# whats a good Mobile hotSpot App



## Roboginger (Dec 29, 2011)

I am going out of town this weekend, i am looking for a mobile hotSpot app, i am rooted with the unlimited data plan, 
Droid Razr

Thanks in advance.


----------



## UnladenSwallow (Nov 28, 2011)

FoxFi, free on market and does infrastructure mode, doesn't require root.


----------



## Roboginger (Dec 29, 2011)

so its free and does not require root? whats the catch?


----------



## UnladenSwallow (Nov 28, 2011)

There is no catch.


----------



## Hellboy (May 8, 2012)

Open garden, wifi tether, seems to be what most people use. Yeah its free and no catch.

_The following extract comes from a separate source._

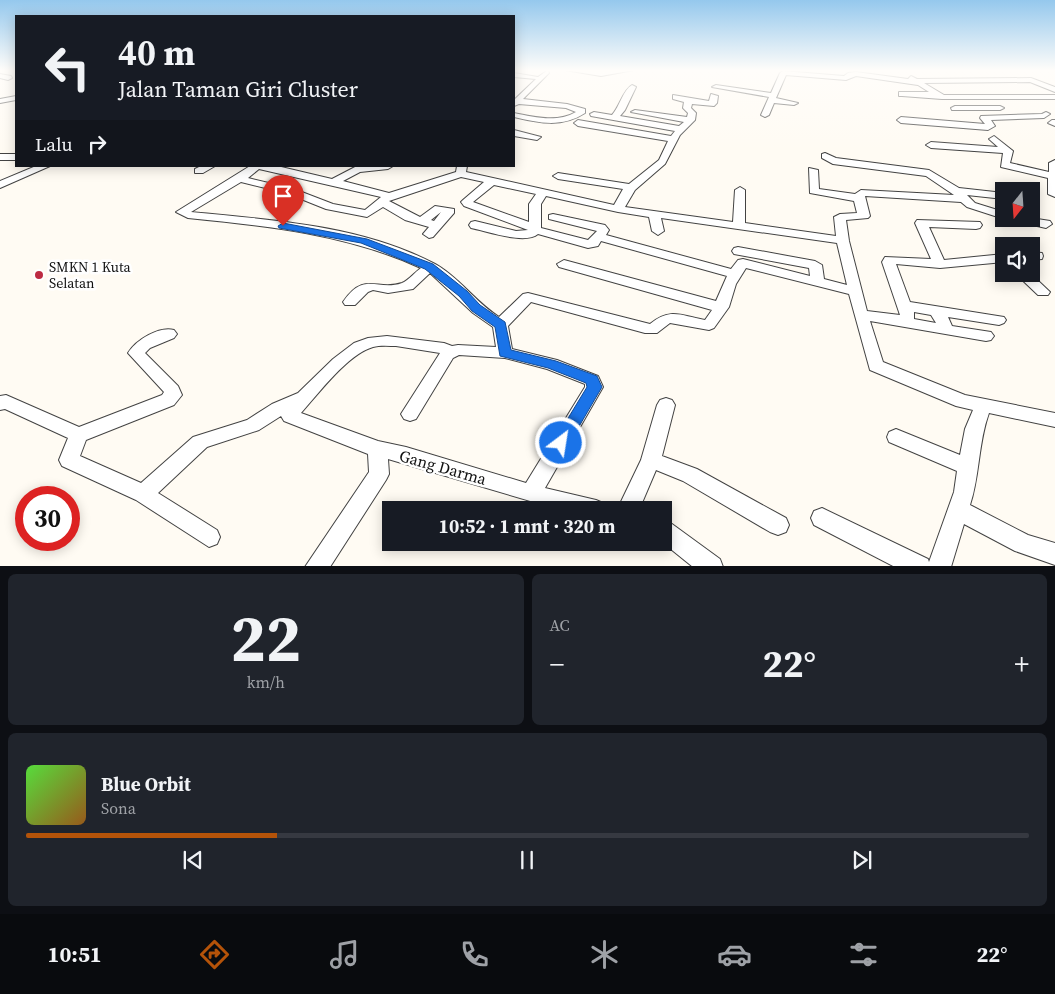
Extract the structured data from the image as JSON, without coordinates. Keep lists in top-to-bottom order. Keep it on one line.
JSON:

Sent from my ADR6400L using Tapatalk 2


----------



## Roboginger (Dec 29, 2011)

Thanks guys, working good.

still seems to easy though /shrug








Paranoid Ninja Face


----------



## Hellboy (May 8, 2012)

I have been tethering over a year now and nothing has ever happened. 50+ gigs a month here.

Sent from my ADR6400L using Tapatalk 2


----------



## neoterixx64 (Oct 4, 2011)

Hellboy said:


> I have been tethering over a year now and nothing has ever happened. 50+ gigs a month here.
> 
> Sent from my ADR6400L using Tapatalk 2


Using what app?

Sent from my DROID RAZR using RootzWiki


----------



## Hellboy (May 8, 2012)

What I posted first.

Sent from my ADR6400L using Tapatalk 2


----------